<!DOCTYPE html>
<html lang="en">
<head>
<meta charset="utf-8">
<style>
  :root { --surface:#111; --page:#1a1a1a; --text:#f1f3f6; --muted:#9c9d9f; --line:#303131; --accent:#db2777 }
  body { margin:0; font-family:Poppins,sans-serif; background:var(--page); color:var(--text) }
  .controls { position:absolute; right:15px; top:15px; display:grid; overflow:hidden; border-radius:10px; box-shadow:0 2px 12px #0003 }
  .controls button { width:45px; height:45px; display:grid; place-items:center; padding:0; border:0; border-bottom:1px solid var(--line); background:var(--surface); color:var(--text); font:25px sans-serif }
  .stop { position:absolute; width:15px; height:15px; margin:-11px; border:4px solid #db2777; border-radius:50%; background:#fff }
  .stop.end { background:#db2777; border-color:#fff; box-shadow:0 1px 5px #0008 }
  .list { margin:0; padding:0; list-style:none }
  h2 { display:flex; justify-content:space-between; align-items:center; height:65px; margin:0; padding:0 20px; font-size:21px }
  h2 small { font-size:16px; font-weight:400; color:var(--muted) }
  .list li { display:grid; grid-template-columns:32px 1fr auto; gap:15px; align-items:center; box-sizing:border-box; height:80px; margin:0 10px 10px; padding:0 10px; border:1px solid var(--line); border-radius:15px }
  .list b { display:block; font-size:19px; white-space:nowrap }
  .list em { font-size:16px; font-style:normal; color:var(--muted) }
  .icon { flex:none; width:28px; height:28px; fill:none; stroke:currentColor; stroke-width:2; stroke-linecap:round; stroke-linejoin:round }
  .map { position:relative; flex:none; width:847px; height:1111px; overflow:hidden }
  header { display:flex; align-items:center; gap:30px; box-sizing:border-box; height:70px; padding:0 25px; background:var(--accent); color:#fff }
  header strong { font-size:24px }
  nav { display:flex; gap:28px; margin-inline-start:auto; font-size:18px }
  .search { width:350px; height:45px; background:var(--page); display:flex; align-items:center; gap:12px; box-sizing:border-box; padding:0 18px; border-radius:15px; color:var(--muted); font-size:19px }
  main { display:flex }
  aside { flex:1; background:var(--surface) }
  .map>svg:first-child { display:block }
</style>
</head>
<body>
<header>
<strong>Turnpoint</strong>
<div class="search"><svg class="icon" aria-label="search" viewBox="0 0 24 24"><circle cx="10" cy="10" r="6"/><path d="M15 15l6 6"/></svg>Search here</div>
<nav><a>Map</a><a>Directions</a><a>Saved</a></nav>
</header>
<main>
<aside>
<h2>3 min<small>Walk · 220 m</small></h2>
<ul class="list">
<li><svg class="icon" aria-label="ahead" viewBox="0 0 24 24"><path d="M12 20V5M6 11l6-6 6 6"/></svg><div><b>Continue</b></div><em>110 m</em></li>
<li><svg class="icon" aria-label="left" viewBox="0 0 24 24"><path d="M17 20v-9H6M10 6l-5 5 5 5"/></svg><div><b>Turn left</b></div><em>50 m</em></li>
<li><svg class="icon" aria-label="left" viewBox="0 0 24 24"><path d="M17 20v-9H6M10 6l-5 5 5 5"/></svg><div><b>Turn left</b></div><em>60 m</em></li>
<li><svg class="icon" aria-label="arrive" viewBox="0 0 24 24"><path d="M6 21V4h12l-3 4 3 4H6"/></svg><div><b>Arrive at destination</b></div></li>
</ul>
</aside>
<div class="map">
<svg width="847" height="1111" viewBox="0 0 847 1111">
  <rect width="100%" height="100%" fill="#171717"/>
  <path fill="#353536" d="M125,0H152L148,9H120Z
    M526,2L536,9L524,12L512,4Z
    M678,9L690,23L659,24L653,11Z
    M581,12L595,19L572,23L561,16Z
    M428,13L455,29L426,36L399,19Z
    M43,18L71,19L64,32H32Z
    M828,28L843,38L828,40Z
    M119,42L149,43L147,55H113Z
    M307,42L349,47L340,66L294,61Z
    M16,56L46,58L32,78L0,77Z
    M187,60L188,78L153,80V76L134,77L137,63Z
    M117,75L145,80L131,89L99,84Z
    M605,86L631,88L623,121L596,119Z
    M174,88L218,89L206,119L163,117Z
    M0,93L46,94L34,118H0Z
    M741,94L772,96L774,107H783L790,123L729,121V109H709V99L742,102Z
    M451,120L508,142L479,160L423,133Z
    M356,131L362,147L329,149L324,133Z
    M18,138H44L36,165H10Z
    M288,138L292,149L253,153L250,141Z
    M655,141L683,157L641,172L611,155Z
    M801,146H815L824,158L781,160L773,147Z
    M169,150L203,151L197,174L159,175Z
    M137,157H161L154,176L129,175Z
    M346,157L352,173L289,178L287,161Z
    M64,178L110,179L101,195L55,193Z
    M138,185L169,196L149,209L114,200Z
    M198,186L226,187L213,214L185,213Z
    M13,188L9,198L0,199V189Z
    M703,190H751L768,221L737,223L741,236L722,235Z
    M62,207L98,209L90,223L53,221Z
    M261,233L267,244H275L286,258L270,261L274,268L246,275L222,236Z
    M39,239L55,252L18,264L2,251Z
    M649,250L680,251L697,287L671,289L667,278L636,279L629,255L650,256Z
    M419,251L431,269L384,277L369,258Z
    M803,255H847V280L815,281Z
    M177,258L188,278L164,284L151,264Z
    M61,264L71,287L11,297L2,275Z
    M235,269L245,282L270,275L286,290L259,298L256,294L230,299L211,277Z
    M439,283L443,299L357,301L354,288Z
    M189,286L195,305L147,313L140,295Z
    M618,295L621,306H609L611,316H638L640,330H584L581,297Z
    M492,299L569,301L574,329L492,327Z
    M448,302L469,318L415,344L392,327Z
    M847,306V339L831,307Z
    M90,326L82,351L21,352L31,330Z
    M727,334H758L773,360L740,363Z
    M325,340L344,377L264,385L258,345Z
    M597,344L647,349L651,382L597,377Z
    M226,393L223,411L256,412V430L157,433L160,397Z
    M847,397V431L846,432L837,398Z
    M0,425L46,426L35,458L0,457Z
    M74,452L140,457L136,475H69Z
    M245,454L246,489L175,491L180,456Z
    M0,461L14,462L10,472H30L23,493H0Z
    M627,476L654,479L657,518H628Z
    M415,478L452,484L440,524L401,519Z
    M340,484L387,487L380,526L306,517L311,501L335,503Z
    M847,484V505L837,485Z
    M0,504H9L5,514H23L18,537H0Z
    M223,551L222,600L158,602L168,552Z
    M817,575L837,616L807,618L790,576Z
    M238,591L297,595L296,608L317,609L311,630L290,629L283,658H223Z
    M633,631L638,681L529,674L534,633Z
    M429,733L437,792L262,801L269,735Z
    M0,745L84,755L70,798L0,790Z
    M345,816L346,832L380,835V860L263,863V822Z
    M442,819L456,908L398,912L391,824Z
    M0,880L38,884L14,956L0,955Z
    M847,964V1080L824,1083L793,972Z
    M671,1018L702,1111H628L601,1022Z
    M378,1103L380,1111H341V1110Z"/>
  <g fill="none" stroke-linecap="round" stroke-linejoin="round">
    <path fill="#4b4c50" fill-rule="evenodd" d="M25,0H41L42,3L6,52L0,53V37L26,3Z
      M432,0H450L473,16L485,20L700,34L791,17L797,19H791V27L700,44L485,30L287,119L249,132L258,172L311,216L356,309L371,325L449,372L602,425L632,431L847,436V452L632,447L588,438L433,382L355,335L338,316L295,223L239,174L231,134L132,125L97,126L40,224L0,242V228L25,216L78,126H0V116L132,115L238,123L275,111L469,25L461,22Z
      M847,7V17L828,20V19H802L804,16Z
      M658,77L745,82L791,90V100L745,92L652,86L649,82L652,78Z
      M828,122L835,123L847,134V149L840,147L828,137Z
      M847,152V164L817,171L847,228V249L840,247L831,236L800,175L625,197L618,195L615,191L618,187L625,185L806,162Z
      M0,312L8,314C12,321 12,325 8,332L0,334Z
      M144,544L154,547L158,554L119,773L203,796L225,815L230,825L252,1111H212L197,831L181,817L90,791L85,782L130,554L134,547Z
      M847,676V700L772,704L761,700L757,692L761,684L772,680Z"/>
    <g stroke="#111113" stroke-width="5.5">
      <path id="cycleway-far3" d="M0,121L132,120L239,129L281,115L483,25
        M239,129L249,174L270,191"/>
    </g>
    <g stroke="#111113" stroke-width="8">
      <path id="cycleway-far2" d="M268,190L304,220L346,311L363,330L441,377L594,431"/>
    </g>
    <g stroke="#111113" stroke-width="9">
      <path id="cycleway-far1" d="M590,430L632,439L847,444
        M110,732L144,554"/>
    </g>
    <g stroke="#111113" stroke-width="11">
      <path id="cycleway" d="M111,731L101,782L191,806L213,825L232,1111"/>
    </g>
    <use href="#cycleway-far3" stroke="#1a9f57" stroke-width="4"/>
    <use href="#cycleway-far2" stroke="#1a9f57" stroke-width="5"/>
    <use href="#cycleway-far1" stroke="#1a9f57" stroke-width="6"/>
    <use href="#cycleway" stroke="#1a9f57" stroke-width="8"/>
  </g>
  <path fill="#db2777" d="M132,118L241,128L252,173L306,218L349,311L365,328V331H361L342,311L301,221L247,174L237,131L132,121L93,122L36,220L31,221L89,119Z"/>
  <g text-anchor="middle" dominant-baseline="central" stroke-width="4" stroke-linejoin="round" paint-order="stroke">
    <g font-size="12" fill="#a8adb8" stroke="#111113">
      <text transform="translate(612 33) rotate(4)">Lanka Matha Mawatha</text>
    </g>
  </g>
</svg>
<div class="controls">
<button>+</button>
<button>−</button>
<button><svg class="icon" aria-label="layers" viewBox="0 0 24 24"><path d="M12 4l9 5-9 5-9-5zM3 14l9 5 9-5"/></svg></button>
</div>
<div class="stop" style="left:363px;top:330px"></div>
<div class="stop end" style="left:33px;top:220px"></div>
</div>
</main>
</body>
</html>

=====

● TASK INSTRUCTIONS
Output the records above exactly, from their first line through the line that contains "display:flex; align-items:center; gap:30px;", and add nothing.

● ANSWER TO THE EXERCISE
<!DOCTYPE html>
<html lang="en">
<head>
<meta charset="utf-8">
<style>
  :root { --surface:#111; --page:#1a1a1a; --text:#f1f3f6; --muted:#9c9d9f; --line:#303131; --accent:#db2777 }
  body { margin:0; font-family:Poppins,sans-serif; background:var(--page); color:var(--text) }
  .controls { position:absolute; right:15px; top:15px; display:grid; overflow:hidden; border-radius:10px; box-shadow:0 2px 12px #0003 }
  .controls button { width:45px; height:45px; display:grid; place-items:center; padding:0; border:0; border-bottom:1px solid var(--line); background:var(--surface); color:var(--text); font:25px sans-serif }
  .stop { position:absolute; width:15px; height:15px; margin:-11px; border:4px solid #db2777; border-radius:50%; background:#fff }
  .stop.end { background:#db2777; border-color:#fff; box-shadow:0 1px 5px #0008 }
  .list { margin:0; padding:0; list-style:none }
  h2 { display:flex; justify-content:space-between; align-items:center; height:65px; margin:0; padding:0 20px; font-size:21px }
  h2 small { font-size:16px; font-weight:400; color:var(--muted) }
  .list li { display:grid; grid-template-columns:32px 1fr auto; gap:15px; align-items:center; box-sizing:border-box; height:80px; margin:0 10px 10px; padding:0 10px; border:1px solid var(--line); border-radius:15px }
  .list b { display:block; font-size:19px; white-space:nowrap }
  .list em { font-size:16px; font-style:normal; color:var(--muted) }
  .icon { flex:none; width:28px; height:28px; fill:none; stroke:currentColor; stroke-width:2; stroke-linecap:round; stroke-linejoin:round }
  .map { position:relative; flex:none; width:847px; height:1111px; overflow:hidden }
  header { display:flex; align-items:center; gap:30px; box-sizing:border-box; height:70px; padding:0 25px; background:var(--accent); color:#fff }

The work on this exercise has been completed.